> **PROMPT**
In the entries below, print exactly the lines from the first through the one with "filter:drop-shadow(2px 0 #a9aeb7)", both included, and none of the pictures.

> **MATERIAL SUPPLIED**
______________________________

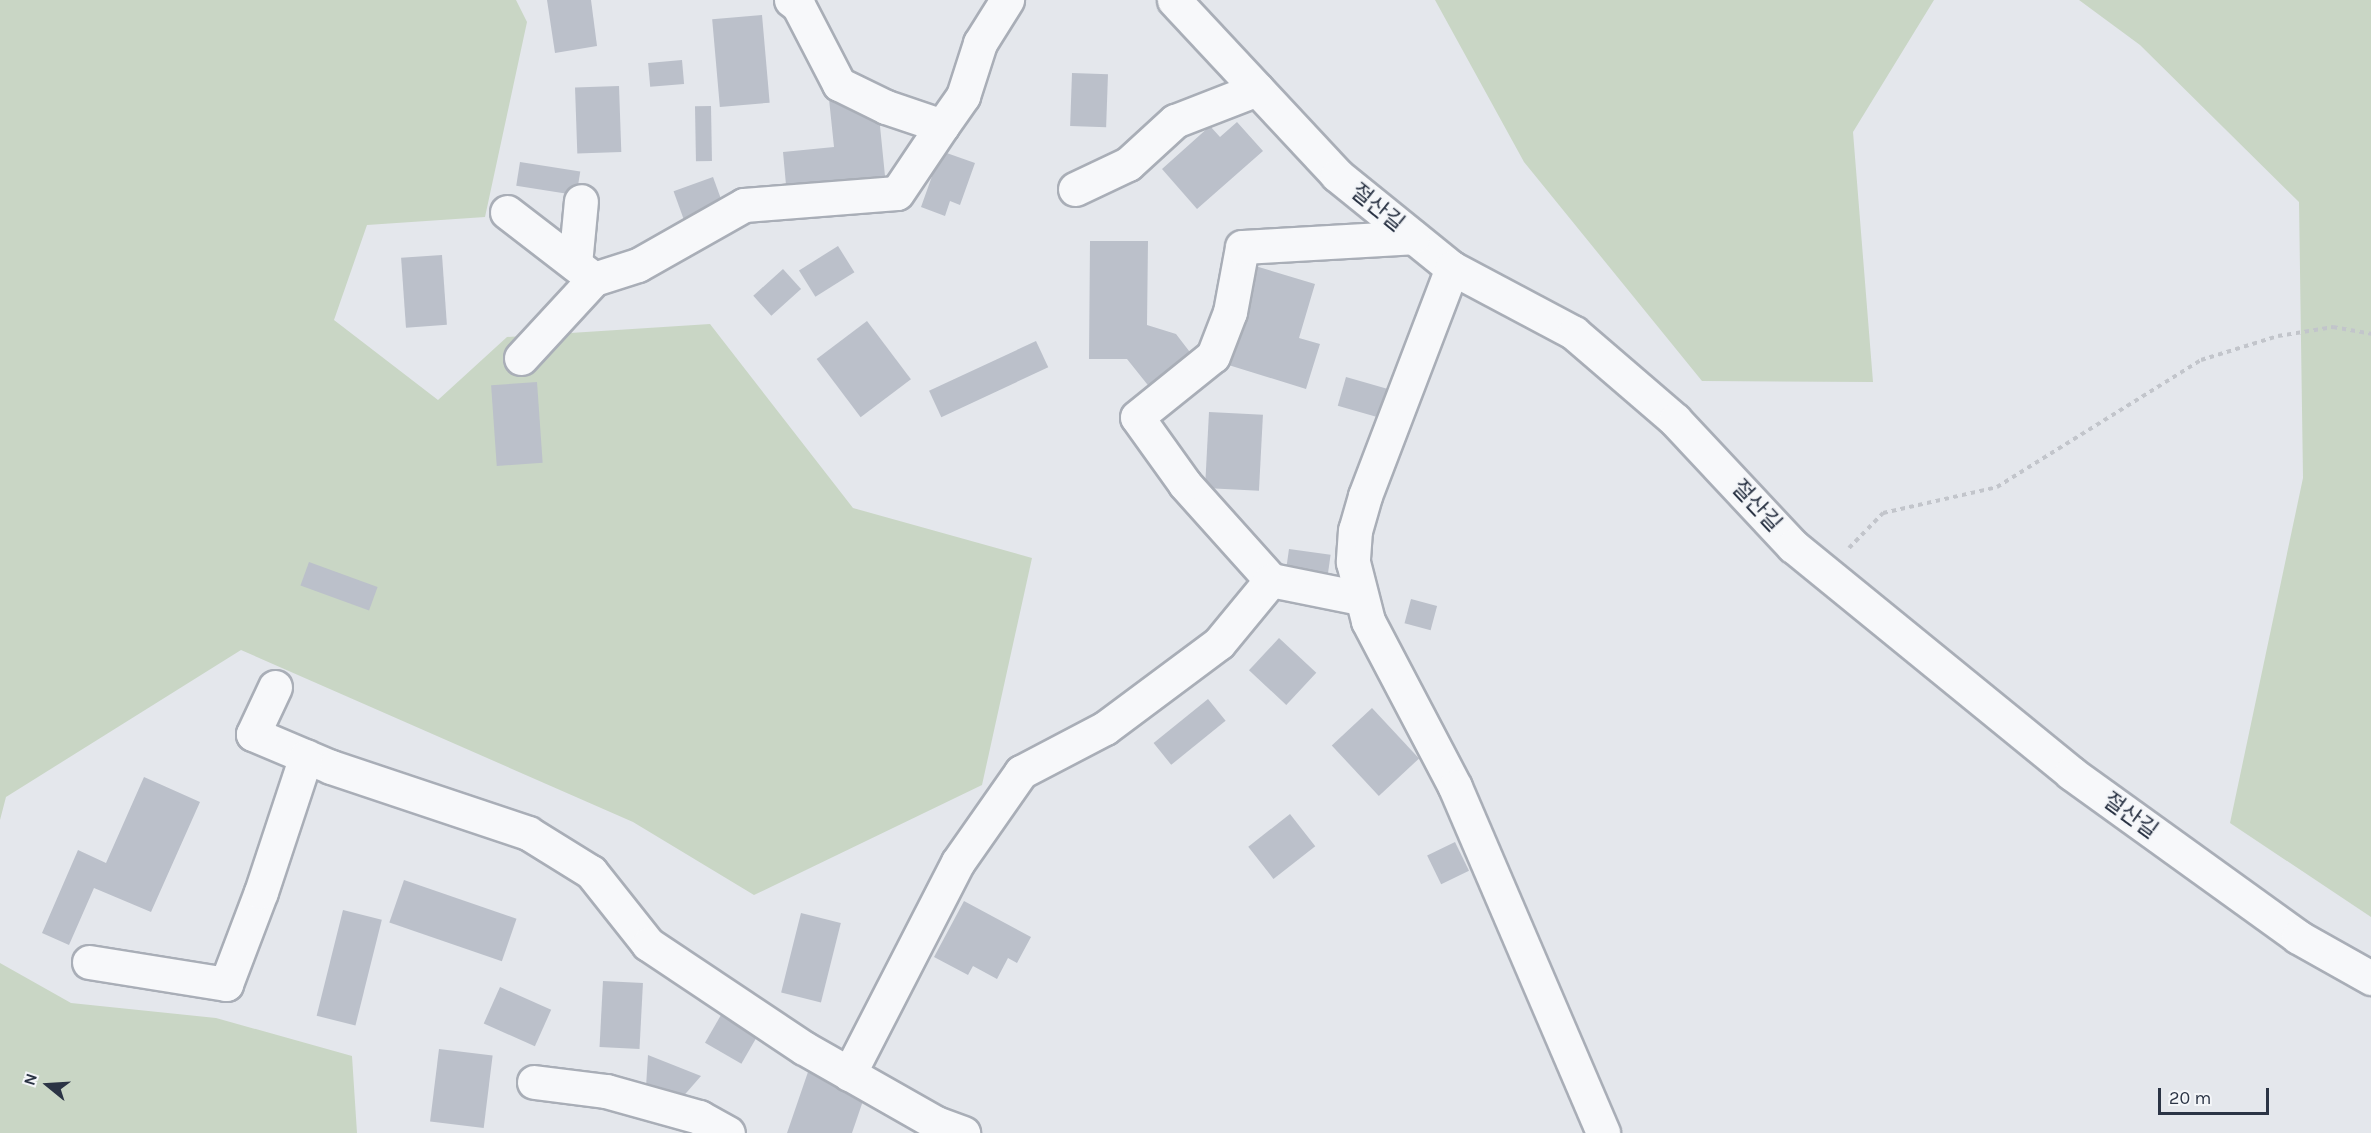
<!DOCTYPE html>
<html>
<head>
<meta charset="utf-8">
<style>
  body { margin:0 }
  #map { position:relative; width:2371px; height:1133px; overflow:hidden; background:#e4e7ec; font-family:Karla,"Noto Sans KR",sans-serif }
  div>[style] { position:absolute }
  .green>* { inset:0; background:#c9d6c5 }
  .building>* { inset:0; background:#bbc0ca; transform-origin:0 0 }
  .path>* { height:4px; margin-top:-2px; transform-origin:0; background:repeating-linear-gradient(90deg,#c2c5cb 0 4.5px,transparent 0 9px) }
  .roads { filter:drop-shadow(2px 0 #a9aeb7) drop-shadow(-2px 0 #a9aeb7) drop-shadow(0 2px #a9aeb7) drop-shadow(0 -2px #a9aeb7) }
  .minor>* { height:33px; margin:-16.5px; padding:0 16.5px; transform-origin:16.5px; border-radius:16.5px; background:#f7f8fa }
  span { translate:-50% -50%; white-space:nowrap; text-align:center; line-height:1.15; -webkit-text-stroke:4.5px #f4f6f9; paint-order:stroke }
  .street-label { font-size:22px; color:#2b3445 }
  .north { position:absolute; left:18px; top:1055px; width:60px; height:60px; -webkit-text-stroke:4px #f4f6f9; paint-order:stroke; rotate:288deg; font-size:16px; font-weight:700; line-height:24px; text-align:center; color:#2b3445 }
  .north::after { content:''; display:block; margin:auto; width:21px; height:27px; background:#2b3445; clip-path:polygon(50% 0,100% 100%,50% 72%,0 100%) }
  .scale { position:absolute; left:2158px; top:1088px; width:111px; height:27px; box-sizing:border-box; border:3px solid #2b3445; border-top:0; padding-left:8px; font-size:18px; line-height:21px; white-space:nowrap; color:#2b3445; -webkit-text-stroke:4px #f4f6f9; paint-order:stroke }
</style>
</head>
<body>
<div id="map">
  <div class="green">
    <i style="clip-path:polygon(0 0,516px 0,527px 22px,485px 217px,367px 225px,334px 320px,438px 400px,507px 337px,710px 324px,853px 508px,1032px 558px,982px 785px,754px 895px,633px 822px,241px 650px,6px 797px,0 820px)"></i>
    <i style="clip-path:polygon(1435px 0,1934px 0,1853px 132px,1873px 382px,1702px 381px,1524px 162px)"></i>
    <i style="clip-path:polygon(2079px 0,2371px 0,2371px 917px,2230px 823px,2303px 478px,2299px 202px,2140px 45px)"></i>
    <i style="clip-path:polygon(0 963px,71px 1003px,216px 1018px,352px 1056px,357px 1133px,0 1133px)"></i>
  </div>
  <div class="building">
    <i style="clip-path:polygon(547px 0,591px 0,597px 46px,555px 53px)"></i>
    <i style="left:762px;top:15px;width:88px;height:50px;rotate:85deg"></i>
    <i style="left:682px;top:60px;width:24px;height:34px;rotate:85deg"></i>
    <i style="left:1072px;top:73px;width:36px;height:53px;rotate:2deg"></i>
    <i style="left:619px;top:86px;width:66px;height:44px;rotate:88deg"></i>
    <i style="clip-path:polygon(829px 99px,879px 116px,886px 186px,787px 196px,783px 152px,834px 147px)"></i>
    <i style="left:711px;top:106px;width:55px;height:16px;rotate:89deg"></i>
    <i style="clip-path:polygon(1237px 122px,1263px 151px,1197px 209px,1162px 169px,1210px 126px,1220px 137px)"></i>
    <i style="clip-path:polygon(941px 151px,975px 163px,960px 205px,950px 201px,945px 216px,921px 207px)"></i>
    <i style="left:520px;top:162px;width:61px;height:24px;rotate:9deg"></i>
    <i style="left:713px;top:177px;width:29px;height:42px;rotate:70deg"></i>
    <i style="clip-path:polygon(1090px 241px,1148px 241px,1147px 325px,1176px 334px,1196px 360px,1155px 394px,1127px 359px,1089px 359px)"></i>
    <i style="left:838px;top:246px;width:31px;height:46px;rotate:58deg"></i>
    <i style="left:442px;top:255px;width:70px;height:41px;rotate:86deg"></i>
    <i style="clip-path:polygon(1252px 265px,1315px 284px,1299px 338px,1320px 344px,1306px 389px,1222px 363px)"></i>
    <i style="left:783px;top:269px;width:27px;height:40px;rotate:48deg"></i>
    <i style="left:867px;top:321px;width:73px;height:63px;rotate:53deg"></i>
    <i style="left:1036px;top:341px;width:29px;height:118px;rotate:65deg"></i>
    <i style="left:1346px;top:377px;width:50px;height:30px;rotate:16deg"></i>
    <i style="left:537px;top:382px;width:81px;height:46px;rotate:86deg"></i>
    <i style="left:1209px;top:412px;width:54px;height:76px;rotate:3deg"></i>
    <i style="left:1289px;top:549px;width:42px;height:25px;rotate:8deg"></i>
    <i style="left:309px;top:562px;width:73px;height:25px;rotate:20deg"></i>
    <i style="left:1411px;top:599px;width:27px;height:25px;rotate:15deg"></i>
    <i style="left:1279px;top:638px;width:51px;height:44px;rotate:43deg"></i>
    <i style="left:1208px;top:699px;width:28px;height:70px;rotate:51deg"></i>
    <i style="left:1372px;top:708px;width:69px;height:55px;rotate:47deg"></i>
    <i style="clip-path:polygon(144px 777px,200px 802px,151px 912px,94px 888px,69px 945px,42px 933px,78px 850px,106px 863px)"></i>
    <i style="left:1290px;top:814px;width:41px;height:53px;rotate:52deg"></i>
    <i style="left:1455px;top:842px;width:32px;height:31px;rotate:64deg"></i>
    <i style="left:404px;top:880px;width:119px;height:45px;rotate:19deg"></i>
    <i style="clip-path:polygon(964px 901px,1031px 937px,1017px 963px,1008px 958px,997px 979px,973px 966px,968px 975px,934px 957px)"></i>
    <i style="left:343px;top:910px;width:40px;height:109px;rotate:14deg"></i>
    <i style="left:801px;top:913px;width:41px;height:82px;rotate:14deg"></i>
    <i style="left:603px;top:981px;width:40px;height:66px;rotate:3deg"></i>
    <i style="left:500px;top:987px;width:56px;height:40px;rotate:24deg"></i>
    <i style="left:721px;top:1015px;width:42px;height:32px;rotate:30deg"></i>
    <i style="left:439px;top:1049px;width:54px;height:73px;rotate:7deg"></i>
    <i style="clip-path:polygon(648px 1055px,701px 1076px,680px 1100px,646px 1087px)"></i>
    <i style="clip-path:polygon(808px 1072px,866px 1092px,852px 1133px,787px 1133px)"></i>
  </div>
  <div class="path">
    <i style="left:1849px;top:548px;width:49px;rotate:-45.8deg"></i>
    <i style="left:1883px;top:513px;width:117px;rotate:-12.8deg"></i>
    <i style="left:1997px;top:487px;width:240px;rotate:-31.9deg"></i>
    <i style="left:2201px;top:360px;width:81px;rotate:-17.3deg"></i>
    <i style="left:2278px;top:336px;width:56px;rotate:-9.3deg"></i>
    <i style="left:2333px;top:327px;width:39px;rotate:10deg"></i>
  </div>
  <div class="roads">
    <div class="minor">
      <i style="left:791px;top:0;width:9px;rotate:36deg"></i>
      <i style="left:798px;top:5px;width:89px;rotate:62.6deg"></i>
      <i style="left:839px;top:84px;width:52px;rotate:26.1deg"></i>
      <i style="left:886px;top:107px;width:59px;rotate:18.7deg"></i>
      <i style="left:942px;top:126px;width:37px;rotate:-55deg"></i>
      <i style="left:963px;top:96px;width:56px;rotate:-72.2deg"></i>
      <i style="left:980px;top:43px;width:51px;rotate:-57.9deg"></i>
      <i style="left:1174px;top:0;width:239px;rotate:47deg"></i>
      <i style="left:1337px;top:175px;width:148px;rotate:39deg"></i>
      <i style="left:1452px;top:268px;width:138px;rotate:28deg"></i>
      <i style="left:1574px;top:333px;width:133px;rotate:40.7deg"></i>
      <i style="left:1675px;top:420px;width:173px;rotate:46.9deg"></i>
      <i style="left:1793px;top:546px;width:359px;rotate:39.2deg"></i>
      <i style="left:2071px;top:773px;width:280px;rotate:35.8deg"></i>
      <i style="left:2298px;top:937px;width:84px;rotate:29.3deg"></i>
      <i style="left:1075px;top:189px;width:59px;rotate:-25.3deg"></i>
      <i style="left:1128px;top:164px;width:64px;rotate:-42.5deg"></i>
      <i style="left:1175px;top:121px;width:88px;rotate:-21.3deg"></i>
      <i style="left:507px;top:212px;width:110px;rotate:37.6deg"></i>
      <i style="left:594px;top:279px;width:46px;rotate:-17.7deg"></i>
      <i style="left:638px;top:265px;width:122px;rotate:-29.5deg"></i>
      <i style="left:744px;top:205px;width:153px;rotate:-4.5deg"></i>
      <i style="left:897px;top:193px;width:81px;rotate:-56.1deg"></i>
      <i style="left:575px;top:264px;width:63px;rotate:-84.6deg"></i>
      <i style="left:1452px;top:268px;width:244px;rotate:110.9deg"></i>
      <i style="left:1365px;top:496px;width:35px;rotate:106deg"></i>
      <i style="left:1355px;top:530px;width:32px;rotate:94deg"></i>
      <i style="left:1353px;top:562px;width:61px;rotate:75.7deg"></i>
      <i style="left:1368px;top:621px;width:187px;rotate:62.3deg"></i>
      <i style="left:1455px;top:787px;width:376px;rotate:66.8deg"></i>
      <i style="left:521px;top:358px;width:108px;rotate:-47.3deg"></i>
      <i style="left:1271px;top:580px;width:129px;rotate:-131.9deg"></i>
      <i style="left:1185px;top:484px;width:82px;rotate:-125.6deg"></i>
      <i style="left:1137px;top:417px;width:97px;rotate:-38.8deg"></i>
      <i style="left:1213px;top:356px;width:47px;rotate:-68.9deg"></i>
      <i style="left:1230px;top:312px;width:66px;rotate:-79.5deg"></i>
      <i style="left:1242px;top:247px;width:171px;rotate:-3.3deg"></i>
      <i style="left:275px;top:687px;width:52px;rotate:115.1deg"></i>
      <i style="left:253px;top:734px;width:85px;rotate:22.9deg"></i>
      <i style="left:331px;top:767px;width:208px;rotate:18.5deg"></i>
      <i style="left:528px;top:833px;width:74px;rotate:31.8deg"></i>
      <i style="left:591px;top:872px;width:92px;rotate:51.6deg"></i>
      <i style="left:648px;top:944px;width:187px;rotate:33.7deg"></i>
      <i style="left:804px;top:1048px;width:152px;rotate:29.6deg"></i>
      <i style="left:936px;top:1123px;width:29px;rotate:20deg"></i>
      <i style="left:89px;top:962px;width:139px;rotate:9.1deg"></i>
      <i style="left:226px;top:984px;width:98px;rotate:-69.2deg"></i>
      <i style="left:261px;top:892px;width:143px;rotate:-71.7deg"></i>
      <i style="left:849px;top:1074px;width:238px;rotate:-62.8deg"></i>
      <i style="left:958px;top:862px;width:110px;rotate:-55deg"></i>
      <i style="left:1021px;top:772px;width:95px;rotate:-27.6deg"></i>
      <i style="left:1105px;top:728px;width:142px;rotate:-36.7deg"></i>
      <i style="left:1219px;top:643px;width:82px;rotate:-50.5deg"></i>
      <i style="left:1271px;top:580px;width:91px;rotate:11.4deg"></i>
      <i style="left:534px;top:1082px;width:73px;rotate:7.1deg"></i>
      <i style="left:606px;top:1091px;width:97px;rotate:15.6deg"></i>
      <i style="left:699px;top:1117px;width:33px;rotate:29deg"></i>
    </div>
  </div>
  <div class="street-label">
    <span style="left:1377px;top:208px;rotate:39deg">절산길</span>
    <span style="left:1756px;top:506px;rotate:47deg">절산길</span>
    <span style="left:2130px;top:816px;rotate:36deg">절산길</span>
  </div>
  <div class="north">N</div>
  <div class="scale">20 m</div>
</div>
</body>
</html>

______________________________

> **FINISHED EXERCISE**
<!DOCTYPE html>
<html>
<head>
<meta charset="utf-8">
<style>
  body { margin:0 }
  #map { position:relative; width:2371px; height:1133px; overflow:hidden; background:#e4e7ec; font-family:Karla,"Noto Sans KR",sans-serif }
  div>[style] { position:absolute }
  .green>* { inset:0; background:#c9d6c5 }
  .building>* { inset:0; background:#bbc0ca; transform-origin:0 0 }
  .path>* { height:4px; margin-top:-2px; transform-origin:0; background:repeating-linear-gradient(90deg,#c2c5cb 0 4.5px,transparent 0 9px) }
  .roads { filter:drop-shadow(2px 0 #a9aeb7) drop-shadow(-2px 0 #a9aeb7) drop-shadow(0 2px #a9aeb7) drop-shadow(0 -2px #a9aeb7) }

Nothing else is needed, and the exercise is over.